幻觉 (人工智能)

在人工智能领域中，幻觉（英語：hallucination，或称人工幻觉^[1]）是由人工智能生成的一种回应，它含有貌似事实的虚假或误导性资讯^[2]。

该术语源自幻觉的心理学概念，因为它们具有相似的特征。然而实际上更相似的概念是“虚谈症（confabulation）”，但“幻觉（hallucination）”一词在人工智能领域已经广为流传。人工智能幻觉的危险之处之一是模型的输出看起来是正确的，而它实际上是错误的。

在自然语言处理中

在自然语言处理中，幻觉通常被定义为“生成的内容相對於被提供的源内容而言是无意义或不可信的”。文本和表达之间的编码和解码错误会导致幻觉。产生不同反应的人工智能训练也可能导致幻觉。当 AI 在数据集上进行训练时，也会出现幻觉，其中标记的摘要尽管事实上准确。在GPT-3等系统中，人工智能会根据之前的一系列单词（包括它自己先前回应过的单词）生成下一个单词，随着对话时长的增加，可能会不断地产生幻觉。 ^[1]到2022年，《纽约时报》等报纸表示担心，随着基于大型语言模型的机器人的使用数量持续增长，用户对机器人输出的过于信任可能会导致问题。 ^[3]

2022年8月， Meta在发布 BlenderBot 3 期间警告说，该系统容易出现“幻觉”，Meta 将其定义为“自信的假话”。 ^[4] 2022年11月15日，Meta 发布了卡拉狄加（英語：Galactica）的演示版，旨在“存储、组合和推理科学知识”。卡拉狄加生成的内容带有警告“输出可能不可靠！语言模型很容易输出幻觉文本。”在一个案例中，当被要求起草一篇关于创建虚拟形象的论文时，卡拉狄加引用了一位在相关领域工作的工作者的虚构的论文。 Meta 于 11月 17日因其具有一定的冒犯性和因幻觉产生的不准确而撤回了卡拉狄加的演示版。 ^[5] ^[6]

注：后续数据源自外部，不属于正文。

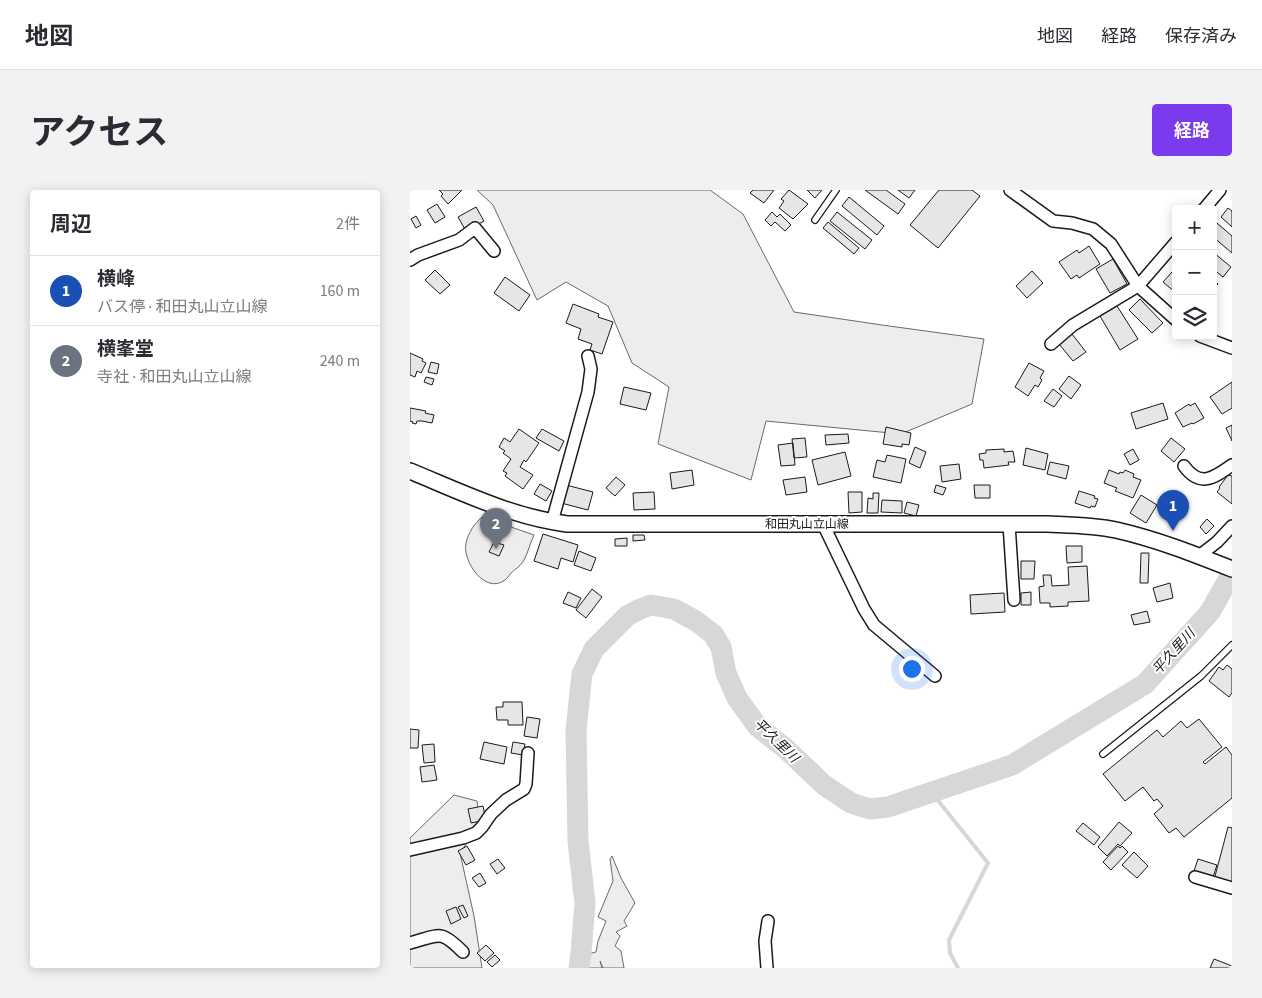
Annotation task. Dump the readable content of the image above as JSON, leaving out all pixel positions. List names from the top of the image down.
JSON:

OpenAI的ChatGPT于 2022年 12月公开发布测试版，它基于 GPT-3.5 系列大型语言模型。沃顿商学院的莫里克（英語：Ethan Mollick，直译：莫里克）教授将 ChatGPT 称为“无所不知、渴望取悦别人但有时会撒谎的实习生（英語：omniscient, eager-to-please intern who sometimes lies to you）”。数据科学家特蕾莎（英語：Teresa Kubacka）讲述了其故意编造“英語：cycloidal inverted electromagnon，直译：摆线倒置电磁铁”这个短语，并通过向 ChatGPT 询问不存在的现象来测试 ChatGPT。 ChatGPT 回答了了一个听起来似是而非的答案，并配以看似有理有据的引用，使她不得不仔细检查自己是否不小心输入了真实现象的名称。奥伦（英語：Oren Etzioni，直译：奥伦·埃齐安）等其他学者一起评估 Kubacka ，并评价道此类软件通常可以为用户提供“一个非常令人印象深刻的答案，但却是完全错误的”。 ^[7]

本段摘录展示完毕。